- Task to complete
The listing below must be returned in full and unchanged, without the images it carries.

- Data segment
= = = = =

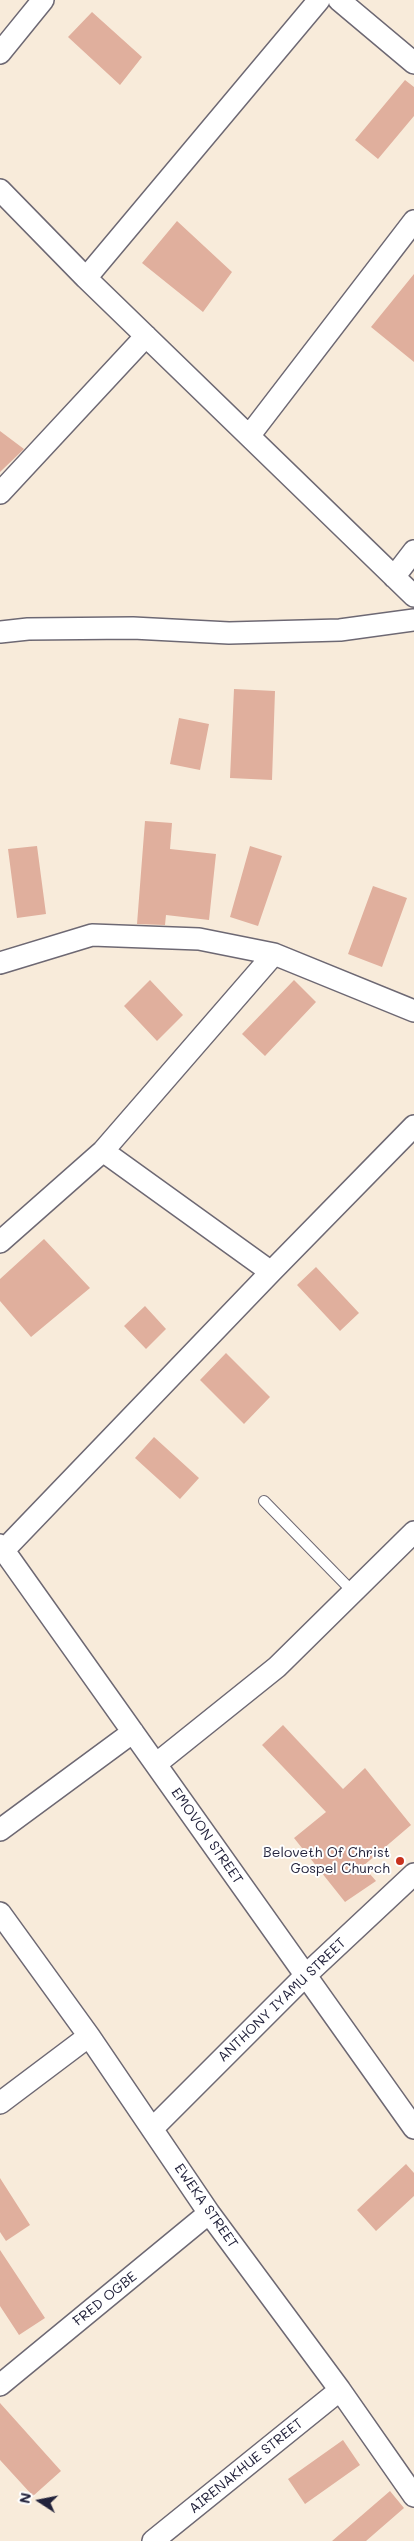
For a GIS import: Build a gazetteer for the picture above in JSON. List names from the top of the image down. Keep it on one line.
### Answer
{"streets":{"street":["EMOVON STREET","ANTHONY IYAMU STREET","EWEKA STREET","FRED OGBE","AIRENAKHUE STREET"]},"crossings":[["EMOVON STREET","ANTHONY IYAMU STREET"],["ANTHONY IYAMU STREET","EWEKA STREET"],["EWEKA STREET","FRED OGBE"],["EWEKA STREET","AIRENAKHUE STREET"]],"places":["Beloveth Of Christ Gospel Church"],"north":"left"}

= = = = =

- Task answer
For a GIS import: Build a gazetteer for the picture above in JSON. List names from the top of the image down. Keep it on one line.
### Answer
{"streets":{"street":["EMOVON STREET","ANTHONY IYAMU STREET","EWEKA STREET","FRED OGBE","AIRENAKHUE STREET"]},"crossings":[["EMOVON STREET","ANTHONY IYAMU STREET"],["ANTHONY IYAMU STREET","EWEKA STREET"],["EWEKA STREET","FRED OGBE"],["EWEKA STREET","AIRENAKHUE STREET"]],"places":["Beloveth Of Christ Gospel Church"],"north":"left"}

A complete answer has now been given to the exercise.